“Someday… SOME day… I’ll have a gift wrapping station for myself…”  My client said this wistfully while we were working on another project about a week ago. It hadn’t come up on her wish list when we talked about the rest of her home.  Everything on her list had been very practical, and benefitting the entire family of 6.

       As a mom of 4 kids and part of a much larger family of cousins and such, this client finds herself constantly wrapping gifts. Lucky for her, it’s also a task she enjoys doing.  It was just a pain to do, and when she has to do it as often as she does, it becomes a regular part of life.  The problems were:

  • She has no dedicated space for either wrapping or storing her supplies.  Any time she needs to wrap things, she has to gather things from other areas, and find a place to work that is clear enough to use at the time.

  • It all needs to be cleaned up promptly afterwards, which is fine for one gift, but annoying during the holiday season.

  • When she wants wrapping paper, her husband has to fetch it for her from a place way in the basement because she can’t find them or reach them.

  • Gift bags get stashed in other places, especially ones that come in and can be re-used

  • Scissors can disappear in a house like this, with 4 kids!  They need to be hunted down each time.

  • She rarely used ribbons, since they require a bit more space to really use the kind she’d like to use, if it were easier.

       I had asked her where she imagined this space would be some day, and she said her basement, once they were done finishing it in the (somewhat far off) future. When we were touring her semi-finished basement later that day, I noticed that the space under the staircase was pretty large, and currently filled with cubicles and toys that don’t seem to be in the rotation at this point in her kids’ life, and some bags I knew were already filled with donations.  I eyed it up and said, “Don’t you think this space would make a good wrapping station?”   Her eyes lit up!  She saw what I saw:  a wide space, good height (especially for her), and most of what was under there would probably get gobbled up in a donation-gathering anyway.

stairs before

       Around the corner from that space, I saw some boxes of things to be donated in a corner, but they were sitting on top of a rolling butcher block kitchen cart, with shelves underneath. I asked about it, and she said they used to use it in the kitchen, weren’t using it anymore, it just came down here with no plan.  I said to her, “I bet you could wrap gifts on it…”  And the plan was in place!

       On my next visit, we had two objectives:  Get all the donation items in the basement ready for a scheduled pick up (which emptied out both the under-the-stairs area and the on-top-of-the-cart stash, and set up the basics for a wrapping paper station.  I’d purchased some supplies that I thought we could try out in the space, and we went to work.
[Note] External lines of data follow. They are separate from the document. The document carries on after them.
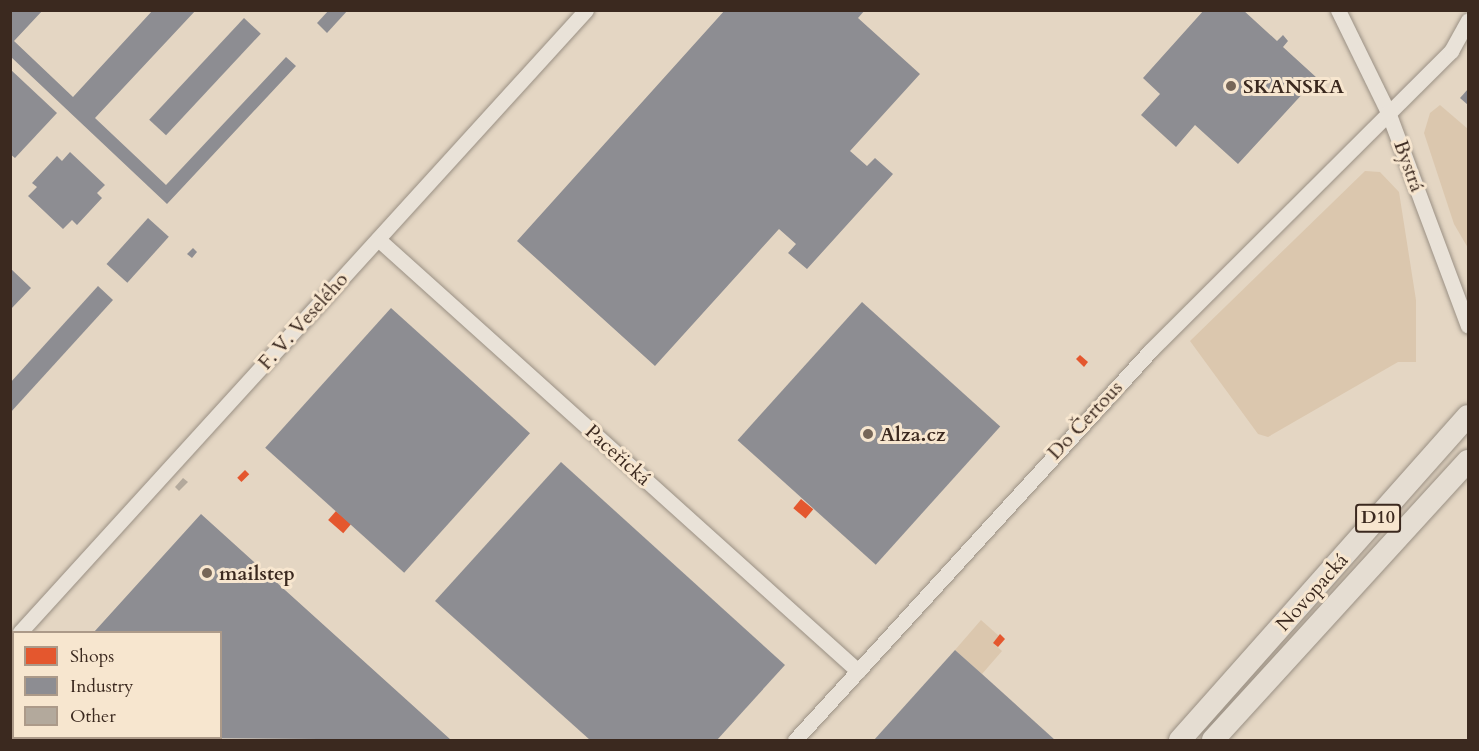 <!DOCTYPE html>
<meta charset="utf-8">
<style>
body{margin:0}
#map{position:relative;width:1479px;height:751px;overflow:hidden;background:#e4d6c3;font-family:Cardo,serif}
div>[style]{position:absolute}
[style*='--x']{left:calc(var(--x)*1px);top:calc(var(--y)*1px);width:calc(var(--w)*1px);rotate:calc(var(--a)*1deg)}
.green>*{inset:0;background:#dbc7ae}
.shops>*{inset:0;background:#e4572e;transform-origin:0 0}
.industry>*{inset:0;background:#8d8d92;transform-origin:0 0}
.building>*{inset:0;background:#b3a99c}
.roads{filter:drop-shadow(0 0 2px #9a9084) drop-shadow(0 0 2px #9a9084)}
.minor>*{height:15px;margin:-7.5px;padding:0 7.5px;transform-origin:7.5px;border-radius:7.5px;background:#e9e2d8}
.highway>*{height:22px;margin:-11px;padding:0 11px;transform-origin:11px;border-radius:11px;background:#e5ddd2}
.dots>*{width:16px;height:16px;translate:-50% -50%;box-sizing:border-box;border:3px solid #f7e6cf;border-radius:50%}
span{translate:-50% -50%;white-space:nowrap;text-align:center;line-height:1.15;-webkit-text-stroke:6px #f7e6cf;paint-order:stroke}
.shield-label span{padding:2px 4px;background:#f7e6cf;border:2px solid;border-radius:4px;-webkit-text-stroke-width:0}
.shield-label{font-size:18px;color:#3b291f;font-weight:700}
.poi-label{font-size:20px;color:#3b291f;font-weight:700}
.left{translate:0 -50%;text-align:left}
.street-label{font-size:20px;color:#3b291f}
.frame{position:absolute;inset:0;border:12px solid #3b291f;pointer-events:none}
.legend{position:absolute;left:12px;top:631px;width:210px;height:108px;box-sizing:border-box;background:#f7e6cf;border:2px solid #ac9a89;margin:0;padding:8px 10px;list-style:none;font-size:18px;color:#3b291f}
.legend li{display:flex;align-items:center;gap:12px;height:30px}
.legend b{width:30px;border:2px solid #ac9a89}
</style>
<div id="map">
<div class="green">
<div style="clip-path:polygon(1440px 105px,1468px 129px,1468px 248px,1454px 224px,1424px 133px,1430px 113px)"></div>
<div style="clip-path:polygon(1365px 171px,1380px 172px,1399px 192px,1416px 300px,1416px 362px,1398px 362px,1268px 437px,1258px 434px,1190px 341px)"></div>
<div style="clip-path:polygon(981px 620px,999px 636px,993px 643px,1002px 651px,982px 674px,955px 650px)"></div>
</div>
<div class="shops">
<div style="clip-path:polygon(1080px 355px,1088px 362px,1084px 367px,1076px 359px)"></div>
<div style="left:245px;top:470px;width:6px;height:11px;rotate:45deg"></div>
<div style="left:801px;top:499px;width:16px;height:12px;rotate:40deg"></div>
<div style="left:336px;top:511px;width:20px;height:12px;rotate:41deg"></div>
<div style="clip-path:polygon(1000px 634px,1005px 639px,998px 647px,993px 643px)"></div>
</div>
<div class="industry">
<div style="clip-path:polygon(10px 10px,43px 10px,14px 41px,73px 97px,153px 10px,196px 10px,95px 118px,166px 185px,286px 57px,296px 66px,167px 204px,10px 56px)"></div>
<div style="clip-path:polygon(329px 10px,348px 10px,327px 33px,317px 23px)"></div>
<div style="clip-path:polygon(725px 10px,865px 10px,858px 18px,920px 74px,850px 151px,867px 166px,875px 158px,893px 174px,807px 269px,788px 253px,796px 244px,779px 229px,655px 366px,517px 241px)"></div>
<div style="clip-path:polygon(1204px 10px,1243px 10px,1277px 41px,1283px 35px,1288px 41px,1283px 47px,1317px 78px,1238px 164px,1195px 125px,1176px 147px,1141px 115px,1160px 94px,1143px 78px)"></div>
<div style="left:244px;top:18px;width:23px;height:139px;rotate:43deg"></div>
<div style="clip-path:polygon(10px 69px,57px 113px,15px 158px,10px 154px)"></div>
<div style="clip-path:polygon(1468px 89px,1468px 105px,1460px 98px)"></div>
<div style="clip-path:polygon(70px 152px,105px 185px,97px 193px,102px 198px,77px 225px,72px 220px,63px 229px,28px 196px,37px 187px,32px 183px,57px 156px,62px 161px)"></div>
<div style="left:148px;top:218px;width:28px;height:62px;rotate:42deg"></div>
<div style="clip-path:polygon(193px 248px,197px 252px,192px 258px,187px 254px)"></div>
<div style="clip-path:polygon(10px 268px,31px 288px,10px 310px)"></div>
<div style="clip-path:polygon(98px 286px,113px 300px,10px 413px,10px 383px)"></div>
<div style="left:862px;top:302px;width:186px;height:186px;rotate:42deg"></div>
<div style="left:391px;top:308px;width:187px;height:188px;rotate:42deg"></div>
<div style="clip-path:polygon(561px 462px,785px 665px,717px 740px,590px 740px,435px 601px)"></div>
<div style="clip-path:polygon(201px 514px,451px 740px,170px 738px,220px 738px,220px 632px,94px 632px)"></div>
<div style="clip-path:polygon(955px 650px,982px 674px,1055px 740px,874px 740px)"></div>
<div style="clip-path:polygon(10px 732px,14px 738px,20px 740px,10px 740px)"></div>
</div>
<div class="building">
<div style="clip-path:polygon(183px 478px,188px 482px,179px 491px,175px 487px)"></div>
</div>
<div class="roads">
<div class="minor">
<div style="--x:1338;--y:10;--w:114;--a:63.9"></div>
<div style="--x:1388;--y:112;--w:228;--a:69.5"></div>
<div style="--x:378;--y:239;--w:646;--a:41.99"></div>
<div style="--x:20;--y:632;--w:841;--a:-47.7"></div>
<div style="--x:795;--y:740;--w:528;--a:-47.61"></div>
<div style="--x:1151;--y:350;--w:424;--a:-44.9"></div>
<div style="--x:1451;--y:51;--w:35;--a:-61"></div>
</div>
<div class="highway">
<div style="--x:1180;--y:740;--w:433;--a:-48.4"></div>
<div style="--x:1213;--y:740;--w:378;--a:-47.6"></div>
</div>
</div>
<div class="dots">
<div style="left:1231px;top:86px;background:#766658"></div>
<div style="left:868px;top:434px;background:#766658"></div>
<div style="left:207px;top:573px;background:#766658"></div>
</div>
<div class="shield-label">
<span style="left:1378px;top:518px">D10</span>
</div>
<div class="poi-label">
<span class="left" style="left:1243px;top:86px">SKANSKA</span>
<span class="left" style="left:880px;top:434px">Alza.cz</span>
<span class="left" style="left:219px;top:573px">mailstep</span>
</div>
<div class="street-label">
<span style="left:1409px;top:166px;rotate:70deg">Bystrá</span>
<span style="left:303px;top:321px;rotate:-48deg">F. V. Veselého</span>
<span style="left:1085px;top:420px;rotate:-47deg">Do Čertous</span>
<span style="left:618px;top:455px;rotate:42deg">Paceřická</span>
<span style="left:1312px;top:592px;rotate:-48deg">Novopacká</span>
</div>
<div class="frame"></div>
<ul class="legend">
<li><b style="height:16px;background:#e4572e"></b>Shops</li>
<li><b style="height:16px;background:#8d8d92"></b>Industry</li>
<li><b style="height:16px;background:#b3a99c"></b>Other</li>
</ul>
</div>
       We needed to find space for multiple sizes of gift bags, wrapping paper rolls (but not a lot of them), ribbon, bows, tissue paper and supplies like scissors and tape.  I didn’t want to nail or screw anything into the wall, but there is certainly potential to do that in the future if she wants. So, we used 3M Command Hooks for a few items, and started to layout the best arrangement of things.

stairs after

stairs after 2

       All in all, it was a great upgrade to a wasted space for something she really imagined was a huge luxury to have! Here are some of the great features of the space:

  • The repurposed cart will roll out to wherever she wants to use it, if she needs more room.  She even has a large area of wide-open floor next to it if she’s working on something large or cumbersome.

  • A pants hanger, with swing-out arms, holds ribbon either in-place over the cart to use, or comes off the hanger easily.

  • The pants hanger can also be used for things like scissors or tape.

  • Gift bags are organized by size and stored in other bags (that she will likely not use). (She may pick up plain brown ones to have all three bag holders match, too).

  • Clear plastic pails from a craft store help for see-through storage of bows (on shelf under cart) and tools like scissors or tape.

  • The garbage pail has a flat back and nestles perfectly under the stairs, but is deep enough that both short and taller rolls fit well under different stair heights.

  • Tissue paper will lie flat on the lower shelves, out of the way, stored neatly.

  • 3M Command hooks allow for non-permanent, but sturdy, placement of tools right now. If she wants to move things around, she can. If she wants to make them more permanent, some nails or hooks in the wall will work fine.

  • Another trash pail in the space will be convenient for collecting trash or recycling after wrapping.

  • She’ll add some battery-powered task lighting under the stairs to make it a brighter space.

  • She even has room to store a small tote or two of party supplies she uses regularly, stashed in other places in the house.

  • We spent some money on a few supplies (the garbage pail and hanger, and the Command hooks), but for the most part, this was a very inexpensive remake.

  • And, because it is in the basement, if she needs some privacy while wrapping gifts that are meant to be a surprise, she can use the space when the kids are not there, and not have to drag out and gather all her wrapping supplies in some temporary place every time she wants to do something, or have it take over her bedroom, which really needs to be a bedroom!

This was such a fun project, and we were done with the clear out and the set up in less than two hours. The important thing is that we were able to turn a dream that turned out to be not so lofty into reality, and my client is thrilled with her new space!